Mudarse a la España vaciada no depende solo del precio: colegio, tren e internet mandan

Mudarse a la España vaciada no depende solo del precio.
Mudarse a la España vaciada no depende solo del precio.

Los datos publicados este 13 de agosto, correspondientes al primer semestre de 2026, dejan una fotografía bastante clara. El 76% de quienes se plantean vivir en una zona rural reclama servicios esenciales próximos, como centros de salud, hospitales o colegios. El 64% mira las infraestructuras de transporte, el 62% la conexión a internet o fibra y el 50% considera importante encontrar ofertas de empleo que encajen en la zona.

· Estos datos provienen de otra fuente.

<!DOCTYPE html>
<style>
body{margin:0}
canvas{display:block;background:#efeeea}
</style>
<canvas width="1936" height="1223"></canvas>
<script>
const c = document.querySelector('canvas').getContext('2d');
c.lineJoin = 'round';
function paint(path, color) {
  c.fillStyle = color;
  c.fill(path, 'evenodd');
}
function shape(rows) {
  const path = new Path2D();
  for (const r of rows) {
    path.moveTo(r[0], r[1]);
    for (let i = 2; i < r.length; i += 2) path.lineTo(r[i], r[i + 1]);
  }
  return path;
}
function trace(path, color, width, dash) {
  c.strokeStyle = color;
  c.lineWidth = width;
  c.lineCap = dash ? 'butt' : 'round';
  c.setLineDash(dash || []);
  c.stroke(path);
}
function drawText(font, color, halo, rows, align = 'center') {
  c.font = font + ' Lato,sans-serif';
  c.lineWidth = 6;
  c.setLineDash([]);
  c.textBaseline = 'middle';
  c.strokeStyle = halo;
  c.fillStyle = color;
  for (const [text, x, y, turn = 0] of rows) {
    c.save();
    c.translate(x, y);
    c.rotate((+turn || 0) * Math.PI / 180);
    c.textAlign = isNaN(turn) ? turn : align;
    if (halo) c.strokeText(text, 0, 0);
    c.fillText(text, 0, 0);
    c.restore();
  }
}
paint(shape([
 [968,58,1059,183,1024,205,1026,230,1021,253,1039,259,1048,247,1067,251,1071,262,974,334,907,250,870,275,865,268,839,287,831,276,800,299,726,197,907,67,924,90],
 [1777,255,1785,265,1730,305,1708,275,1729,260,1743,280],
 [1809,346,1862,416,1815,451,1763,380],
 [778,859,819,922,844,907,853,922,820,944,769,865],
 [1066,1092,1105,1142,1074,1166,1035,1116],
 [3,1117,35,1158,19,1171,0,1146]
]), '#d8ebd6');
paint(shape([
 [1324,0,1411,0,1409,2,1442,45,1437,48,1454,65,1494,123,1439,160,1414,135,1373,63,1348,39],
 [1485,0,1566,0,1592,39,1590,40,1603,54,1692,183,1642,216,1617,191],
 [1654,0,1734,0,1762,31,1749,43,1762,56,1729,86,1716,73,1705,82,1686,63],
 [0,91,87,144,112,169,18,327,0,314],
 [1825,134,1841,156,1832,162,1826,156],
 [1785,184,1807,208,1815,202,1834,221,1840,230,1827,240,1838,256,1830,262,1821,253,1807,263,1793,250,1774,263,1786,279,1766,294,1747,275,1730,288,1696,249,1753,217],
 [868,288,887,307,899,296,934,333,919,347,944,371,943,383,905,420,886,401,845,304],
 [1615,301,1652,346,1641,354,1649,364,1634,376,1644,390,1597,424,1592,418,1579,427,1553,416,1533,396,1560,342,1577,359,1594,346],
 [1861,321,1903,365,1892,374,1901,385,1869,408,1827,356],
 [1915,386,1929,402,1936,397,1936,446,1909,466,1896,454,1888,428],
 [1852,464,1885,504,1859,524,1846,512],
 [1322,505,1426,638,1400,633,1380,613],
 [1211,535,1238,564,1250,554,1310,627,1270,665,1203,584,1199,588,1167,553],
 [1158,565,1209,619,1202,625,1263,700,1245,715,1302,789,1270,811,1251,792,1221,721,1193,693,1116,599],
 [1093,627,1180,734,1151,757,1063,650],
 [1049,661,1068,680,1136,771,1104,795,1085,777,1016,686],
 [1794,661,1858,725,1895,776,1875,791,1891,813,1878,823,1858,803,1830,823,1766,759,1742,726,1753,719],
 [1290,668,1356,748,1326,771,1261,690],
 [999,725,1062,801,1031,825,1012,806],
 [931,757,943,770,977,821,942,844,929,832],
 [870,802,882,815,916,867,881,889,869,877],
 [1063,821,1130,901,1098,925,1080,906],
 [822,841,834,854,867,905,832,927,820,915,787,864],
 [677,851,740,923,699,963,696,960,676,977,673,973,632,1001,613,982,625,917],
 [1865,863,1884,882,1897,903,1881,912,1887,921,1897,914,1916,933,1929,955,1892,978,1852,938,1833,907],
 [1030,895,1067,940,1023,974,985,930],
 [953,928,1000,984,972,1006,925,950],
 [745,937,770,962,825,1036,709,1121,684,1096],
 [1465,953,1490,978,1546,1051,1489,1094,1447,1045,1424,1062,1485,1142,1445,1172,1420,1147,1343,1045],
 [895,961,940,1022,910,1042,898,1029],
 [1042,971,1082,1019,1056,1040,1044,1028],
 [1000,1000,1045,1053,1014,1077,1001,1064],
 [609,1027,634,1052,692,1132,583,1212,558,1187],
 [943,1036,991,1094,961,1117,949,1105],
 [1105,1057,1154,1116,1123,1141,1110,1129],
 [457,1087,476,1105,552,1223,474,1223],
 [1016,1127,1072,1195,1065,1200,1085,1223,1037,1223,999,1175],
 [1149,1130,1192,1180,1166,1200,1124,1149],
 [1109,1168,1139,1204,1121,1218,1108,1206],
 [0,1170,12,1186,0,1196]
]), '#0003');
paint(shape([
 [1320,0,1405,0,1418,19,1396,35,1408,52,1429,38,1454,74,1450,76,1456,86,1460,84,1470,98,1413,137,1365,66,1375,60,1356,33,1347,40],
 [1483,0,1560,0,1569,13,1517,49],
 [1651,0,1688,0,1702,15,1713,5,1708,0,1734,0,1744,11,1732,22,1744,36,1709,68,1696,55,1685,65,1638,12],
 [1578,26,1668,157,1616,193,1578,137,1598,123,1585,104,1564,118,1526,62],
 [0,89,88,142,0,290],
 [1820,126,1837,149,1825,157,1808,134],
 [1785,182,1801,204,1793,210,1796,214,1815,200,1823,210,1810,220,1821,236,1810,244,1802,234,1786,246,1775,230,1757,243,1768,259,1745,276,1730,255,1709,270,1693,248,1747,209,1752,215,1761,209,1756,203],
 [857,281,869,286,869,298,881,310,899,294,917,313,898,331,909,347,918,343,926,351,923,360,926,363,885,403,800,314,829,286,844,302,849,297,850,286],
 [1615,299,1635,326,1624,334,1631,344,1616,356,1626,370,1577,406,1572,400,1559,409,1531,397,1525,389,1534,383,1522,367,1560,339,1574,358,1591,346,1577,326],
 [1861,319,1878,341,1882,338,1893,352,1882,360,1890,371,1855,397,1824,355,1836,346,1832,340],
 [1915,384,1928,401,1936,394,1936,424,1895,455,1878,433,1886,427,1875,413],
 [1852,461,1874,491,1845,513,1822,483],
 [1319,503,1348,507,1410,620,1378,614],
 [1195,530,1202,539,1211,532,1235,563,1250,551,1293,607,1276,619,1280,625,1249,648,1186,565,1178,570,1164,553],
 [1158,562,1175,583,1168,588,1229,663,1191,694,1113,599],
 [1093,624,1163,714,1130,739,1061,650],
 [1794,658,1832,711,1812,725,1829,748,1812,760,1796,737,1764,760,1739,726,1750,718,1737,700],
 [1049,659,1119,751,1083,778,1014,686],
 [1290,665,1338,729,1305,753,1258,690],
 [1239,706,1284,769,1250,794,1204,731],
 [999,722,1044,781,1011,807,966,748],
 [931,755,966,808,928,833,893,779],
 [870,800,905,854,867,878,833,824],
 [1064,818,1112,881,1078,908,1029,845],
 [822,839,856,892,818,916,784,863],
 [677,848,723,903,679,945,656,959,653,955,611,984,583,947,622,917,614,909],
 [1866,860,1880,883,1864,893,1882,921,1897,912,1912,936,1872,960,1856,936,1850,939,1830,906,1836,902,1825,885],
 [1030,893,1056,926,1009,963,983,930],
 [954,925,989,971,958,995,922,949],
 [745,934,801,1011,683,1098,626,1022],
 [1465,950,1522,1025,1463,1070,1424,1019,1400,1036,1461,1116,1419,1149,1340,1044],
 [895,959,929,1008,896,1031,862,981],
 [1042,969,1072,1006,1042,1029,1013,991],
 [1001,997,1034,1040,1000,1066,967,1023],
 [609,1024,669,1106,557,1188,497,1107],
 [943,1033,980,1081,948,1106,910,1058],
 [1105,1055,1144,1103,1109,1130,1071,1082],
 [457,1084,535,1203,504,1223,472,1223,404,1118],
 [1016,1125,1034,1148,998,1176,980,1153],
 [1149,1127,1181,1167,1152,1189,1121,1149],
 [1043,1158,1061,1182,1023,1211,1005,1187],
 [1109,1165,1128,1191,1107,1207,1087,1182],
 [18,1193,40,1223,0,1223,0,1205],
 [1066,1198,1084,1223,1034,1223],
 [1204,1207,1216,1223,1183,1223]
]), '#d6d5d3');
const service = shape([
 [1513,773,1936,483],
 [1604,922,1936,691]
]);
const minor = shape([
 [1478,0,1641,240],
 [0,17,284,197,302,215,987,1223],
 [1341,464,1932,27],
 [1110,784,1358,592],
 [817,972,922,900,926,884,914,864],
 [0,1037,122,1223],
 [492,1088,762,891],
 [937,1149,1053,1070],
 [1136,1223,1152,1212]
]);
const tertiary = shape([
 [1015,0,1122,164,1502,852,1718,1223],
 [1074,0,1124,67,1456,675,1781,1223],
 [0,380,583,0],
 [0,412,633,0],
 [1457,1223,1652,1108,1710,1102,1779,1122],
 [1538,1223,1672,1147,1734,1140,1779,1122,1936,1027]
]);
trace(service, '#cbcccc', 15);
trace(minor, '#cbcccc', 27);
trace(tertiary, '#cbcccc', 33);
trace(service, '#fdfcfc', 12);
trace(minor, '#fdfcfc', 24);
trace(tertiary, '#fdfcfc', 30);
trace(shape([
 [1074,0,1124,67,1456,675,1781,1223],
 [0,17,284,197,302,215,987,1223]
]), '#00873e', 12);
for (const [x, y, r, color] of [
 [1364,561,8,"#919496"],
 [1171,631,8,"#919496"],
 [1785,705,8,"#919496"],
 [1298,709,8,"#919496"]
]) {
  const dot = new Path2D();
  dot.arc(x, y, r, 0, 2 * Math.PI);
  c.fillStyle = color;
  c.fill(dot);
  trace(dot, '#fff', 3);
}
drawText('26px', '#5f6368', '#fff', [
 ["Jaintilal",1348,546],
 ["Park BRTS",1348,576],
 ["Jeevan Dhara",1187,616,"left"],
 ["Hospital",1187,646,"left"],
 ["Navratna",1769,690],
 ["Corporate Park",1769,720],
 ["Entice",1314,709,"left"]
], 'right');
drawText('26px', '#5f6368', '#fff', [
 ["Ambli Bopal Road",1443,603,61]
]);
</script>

Querer irse al pueblo no significa tener la mudanza decidida

Hay un matiz importante antes de interpretar esos porcentajes. Fotocasa señala que cerca de seis de cada diez particulares se irían a vivir a un pueblo o desearían hacerlo, pero solo el 13% tiene previsto trasladarse realmente en los próximos meses. Otro 46% reconoce que le atrae la idea, aunque no la tiene planificada, mientras que el 41% descarta ese cambio.

La intención es mayor entre los jóvenes. El 23% de las personas de 18 a 24 años prevé trasladarse a una localidad rural y, entre quienes tienen entre 25 y 34 años, el porcentaje alcanza el 16%. En este análisis, Fotocasa considera zonas rurales las localidades de menos de 10.000 habitantes. Además, entre quienes preparan el traslado, un 4% contempla teletrabajar y un 9% cambiar de empleo.

Para el bolsillo, esa diferencia entre querer mudarse y poder hacerlo es fundamental. Una casa con un precio más bajo no convierte automáticamente el cambio en una opción más barata. El presupuesto también puede depender de los desplazamientos diarios, la necesidad de uno o dos coches, el estado de la vivienda, los suministros, una posible reforma o la distancia hasta servicios que una familia utiliza todas las semanas.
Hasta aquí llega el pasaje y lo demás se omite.